If you are need to store the NULL character, your must use a Bytea Field-which should store anything you want, but won ' t supp ORT text operations on it.
Given that PostgreSQL doesn ' t support it in text values, there ' no good way to get it to remove it.

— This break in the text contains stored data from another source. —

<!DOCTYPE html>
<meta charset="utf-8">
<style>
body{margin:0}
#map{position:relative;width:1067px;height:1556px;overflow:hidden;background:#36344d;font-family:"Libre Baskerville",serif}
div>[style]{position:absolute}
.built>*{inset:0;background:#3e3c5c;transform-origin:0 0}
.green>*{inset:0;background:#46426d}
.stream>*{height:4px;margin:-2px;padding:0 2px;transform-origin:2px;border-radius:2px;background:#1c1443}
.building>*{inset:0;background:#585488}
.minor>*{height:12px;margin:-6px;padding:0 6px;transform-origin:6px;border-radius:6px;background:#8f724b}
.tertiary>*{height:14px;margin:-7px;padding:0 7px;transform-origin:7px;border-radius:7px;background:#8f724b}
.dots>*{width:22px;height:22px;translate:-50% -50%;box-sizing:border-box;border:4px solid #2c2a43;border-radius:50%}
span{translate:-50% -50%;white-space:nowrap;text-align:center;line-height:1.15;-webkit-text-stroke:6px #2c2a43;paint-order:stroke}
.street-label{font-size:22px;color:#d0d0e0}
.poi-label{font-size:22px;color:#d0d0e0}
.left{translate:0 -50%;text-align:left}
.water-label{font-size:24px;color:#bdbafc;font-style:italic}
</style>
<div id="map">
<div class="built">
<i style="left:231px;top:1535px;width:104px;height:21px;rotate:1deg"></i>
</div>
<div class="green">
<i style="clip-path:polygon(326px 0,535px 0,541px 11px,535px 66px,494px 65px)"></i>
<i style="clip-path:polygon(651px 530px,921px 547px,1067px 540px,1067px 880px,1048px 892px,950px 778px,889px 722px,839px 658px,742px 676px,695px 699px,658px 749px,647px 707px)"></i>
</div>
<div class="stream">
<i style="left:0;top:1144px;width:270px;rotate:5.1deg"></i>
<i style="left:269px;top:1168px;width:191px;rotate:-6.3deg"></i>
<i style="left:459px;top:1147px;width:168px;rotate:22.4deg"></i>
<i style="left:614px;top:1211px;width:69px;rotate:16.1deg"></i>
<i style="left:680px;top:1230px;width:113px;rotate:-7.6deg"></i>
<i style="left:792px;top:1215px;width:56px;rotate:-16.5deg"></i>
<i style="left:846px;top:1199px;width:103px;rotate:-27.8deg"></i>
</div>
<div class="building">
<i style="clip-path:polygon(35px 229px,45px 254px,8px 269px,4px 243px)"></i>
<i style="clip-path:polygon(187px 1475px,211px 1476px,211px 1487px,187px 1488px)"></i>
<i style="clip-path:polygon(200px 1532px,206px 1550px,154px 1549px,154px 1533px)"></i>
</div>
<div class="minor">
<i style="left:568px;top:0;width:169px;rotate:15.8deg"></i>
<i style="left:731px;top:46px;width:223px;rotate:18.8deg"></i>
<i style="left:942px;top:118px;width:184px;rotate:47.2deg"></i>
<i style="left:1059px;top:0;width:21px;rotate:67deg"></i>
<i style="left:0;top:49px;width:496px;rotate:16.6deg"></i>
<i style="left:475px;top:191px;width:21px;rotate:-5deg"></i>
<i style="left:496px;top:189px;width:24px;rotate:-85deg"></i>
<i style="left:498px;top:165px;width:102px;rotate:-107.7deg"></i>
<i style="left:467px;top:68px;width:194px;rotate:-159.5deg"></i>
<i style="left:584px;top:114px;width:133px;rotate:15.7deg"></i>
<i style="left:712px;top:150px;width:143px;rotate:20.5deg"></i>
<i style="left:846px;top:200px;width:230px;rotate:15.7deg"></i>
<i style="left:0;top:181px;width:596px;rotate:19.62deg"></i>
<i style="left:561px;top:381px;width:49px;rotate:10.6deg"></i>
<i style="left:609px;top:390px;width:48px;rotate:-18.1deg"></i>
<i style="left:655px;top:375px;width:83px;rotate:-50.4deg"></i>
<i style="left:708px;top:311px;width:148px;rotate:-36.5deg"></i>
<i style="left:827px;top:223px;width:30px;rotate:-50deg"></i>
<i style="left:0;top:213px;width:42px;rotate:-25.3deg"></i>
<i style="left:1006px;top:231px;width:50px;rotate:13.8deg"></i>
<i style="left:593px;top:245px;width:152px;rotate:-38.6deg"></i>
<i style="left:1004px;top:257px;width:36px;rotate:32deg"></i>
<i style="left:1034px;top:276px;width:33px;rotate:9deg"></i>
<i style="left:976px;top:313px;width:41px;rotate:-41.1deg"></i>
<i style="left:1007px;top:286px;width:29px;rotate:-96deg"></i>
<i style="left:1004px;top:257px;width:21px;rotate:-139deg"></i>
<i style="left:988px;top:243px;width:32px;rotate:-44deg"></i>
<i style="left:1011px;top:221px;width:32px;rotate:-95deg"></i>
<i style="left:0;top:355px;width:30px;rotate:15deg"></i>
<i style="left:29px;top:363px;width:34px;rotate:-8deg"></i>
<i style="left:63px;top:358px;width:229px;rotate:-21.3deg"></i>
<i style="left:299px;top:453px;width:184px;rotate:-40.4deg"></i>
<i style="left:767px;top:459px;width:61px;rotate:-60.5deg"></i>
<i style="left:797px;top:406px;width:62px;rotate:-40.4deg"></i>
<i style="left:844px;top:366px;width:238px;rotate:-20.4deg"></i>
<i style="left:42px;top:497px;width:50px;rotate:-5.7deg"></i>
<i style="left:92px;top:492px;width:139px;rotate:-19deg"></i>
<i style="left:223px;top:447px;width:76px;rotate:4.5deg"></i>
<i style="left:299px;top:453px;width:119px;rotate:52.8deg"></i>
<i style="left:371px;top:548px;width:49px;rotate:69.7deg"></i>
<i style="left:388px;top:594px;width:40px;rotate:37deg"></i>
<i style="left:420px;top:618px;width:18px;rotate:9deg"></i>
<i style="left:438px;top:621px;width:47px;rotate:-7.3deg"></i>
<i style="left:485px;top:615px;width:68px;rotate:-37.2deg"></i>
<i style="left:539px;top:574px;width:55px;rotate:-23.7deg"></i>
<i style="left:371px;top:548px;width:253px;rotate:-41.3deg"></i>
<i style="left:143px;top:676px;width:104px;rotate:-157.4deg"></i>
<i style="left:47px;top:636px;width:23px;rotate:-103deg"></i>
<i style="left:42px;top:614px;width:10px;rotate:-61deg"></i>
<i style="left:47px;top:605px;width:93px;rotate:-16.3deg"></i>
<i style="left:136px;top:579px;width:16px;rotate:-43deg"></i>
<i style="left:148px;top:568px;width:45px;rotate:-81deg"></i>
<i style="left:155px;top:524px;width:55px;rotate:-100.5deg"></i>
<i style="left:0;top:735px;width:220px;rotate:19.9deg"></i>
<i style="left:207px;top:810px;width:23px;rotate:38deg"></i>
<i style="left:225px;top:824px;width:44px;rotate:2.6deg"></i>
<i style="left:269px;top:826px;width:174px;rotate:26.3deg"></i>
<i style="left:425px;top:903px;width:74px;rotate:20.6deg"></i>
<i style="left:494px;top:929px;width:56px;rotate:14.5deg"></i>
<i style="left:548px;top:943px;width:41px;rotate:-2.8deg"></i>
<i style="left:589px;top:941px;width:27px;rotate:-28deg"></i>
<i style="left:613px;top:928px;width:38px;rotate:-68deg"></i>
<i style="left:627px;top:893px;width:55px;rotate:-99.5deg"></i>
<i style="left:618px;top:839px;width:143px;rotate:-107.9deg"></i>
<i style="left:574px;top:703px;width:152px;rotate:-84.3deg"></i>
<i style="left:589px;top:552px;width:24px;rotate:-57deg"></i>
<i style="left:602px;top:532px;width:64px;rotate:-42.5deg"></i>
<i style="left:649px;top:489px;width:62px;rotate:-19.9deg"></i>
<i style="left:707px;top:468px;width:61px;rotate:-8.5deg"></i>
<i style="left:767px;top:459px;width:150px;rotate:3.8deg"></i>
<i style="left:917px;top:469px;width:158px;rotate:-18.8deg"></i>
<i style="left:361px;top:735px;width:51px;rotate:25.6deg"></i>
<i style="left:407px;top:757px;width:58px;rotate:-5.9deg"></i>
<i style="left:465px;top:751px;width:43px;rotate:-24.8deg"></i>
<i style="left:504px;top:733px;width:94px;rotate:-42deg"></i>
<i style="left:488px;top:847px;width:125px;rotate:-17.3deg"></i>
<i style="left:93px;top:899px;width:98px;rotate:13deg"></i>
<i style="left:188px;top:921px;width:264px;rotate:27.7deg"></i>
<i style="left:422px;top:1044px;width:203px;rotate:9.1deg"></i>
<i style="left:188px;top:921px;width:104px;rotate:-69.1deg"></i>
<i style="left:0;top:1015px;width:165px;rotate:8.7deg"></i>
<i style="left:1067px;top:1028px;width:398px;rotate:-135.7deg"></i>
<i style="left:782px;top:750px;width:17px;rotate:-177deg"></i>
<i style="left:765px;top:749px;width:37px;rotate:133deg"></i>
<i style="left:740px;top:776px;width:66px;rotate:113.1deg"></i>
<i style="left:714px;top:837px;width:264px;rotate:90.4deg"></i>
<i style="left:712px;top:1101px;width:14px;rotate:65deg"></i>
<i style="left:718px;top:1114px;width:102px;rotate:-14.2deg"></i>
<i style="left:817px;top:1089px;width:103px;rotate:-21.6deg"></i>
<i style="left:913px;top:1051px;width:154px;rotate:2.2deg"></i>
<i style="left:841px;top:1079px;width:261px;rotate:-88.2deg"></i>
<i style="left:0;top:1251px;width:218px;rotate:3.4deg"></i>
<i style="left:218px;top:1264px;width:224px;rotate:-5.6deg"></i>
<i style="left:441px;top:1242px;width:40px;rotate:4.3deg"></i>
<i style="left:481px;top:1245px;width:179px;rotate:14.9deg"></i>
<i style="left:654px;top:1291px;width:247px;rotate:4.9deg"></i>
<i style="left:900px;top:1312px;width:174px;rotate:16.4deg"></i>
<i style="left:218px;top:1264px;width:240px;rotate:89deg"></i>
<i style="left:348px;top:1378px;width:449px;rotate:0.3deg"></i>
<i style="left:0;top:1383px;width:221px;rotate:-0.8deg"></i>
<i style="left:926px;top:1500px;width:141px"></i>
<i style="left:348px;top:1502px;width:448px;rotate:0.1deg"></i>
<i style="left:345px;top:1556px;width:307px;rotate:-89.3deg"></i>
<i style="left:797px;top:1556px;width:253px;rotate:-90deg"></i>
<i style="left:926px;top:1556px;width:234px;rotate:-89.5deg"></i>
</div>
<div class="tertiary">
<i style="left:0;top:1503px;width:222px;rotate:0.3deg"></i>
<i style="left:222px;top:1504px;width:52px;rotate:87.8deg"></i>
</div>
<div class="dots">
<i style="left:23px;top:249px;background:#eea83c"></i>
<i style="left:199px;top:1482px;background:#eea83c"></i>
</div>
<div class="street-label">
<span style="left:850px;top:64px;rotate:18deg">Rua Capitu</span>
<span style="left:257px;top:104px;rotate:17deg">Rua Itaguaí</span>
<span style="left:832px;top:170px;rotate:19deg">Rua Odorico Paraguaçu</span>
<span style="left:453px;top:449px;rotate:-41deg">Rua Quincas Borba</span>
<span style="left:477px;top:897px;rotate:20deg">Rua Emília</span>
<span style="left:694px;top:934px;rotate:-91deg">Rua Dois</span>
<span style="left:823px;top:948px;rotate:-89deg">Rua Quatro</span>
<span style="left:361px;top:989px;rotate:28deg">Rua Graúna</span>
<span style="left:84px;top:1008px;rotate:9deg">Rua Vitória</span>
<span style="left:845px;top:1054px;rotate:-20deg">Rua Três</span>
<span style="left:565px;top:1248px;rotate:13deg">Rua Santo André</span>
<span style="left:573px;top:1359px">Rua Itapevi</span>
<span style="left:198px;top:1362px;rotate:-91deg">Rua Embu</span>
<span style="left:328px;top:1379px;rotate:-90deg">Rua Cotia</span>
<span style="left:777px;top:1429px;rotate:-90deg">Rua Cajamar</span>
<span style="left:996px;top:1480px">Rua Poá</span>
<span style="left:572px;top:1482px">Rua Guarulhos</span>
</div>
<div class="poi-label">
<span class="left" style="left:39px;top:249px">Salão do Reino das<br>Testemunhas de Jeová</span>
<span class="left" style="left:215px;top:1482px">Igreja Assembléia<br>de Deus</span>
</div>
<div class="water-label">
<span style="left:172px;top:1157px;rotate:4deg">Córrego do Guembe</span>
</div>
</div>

You are could import your data into Bytea and later convert it to the text using a special function (in Perl or something, maybe?) , but it ' s likely going to is easier to do this in preprocessing for you load it.
source:http://stackoverflow.com/questions/1347646/ postgres-error-on-insert-error-invalid-byte-sequence-for-encoding-utf8-0x0
2,
terminating character |
indicated by |
Tab |
\ t This is the default field terminator. |
NewLine character |
\ n This is the default row terminator. |
Carriage Return/line Feed |
\ r |
Backslash1 |
\\ |
Null Terminator (nonvisible Terminator)2 |
The |
Any printable character (control characters are not printable, except null, tab, newline, and carriage return) |
(*, A, T, L, and so on) |
String of up-printable characters, including some or all of the terminators listed |
(**\t**, end,!!!!!!!!!!, \t-\n, and "on") |
Source:http://msdn.microsoft.com/en-us/library/ms191485.aspx
As a result, we are sure that the PG-NULL processing is not the same as SQL Server processing, so there is an error here.
The PG-specific code that causes the problem is as follows (Src/backend/utils/mb/wchar.c's Pg_verify_mbstr_len):
if (!is_highbit_set (*MBSTR))
{
if (*mbstr!= ' ")
{
mb_len++;
mbstr++;
len--;
Continue;
}
if (NOERROR)
return-1;
Report_invalid_encoding (encoding, MBSTR, Len);
#define IS_HIGHBIT_SET (CH) (unsigned char) (CH) & Highbit)
#define Highbit (0x80)
The Report_invalid_encoding function is to return the error message, which is
Invalid byte sequence for encoding "UTF8": 0x00
And the real cause of this problem is:
!is_highbit_set (*MBSTR) when *mbstr for 0x00, and then to judge whether *mbstr is a, when for the, directly into the function report_invalid_encoding error.
So this problem occurs because PG and SQL Server treat null differently.
Processing scheme:
1, the SQL Server source data to modify the method,
Update:this seems to work:
Select * from TABLE
where UNICODE (SUBSTRING (Naughtyfield, LEN (Naughtyfield), 1)) = 0
so:
Update TABLE
SET Naughtyfield = SUBSTRING (Naughtyfield, 1, LEN (Naughtyfield)-1)
where UNICODE ( SUBSTRING (Naughtyfield, LEN (Naughtyfield), 1) = 0
source:http://stackoverflow.com/questions/3533320/ Sql-server-remove-end-string-character-0-from-data
2, the application to modify, to obtain SQL Server data, the data conversion, and the first method of the same.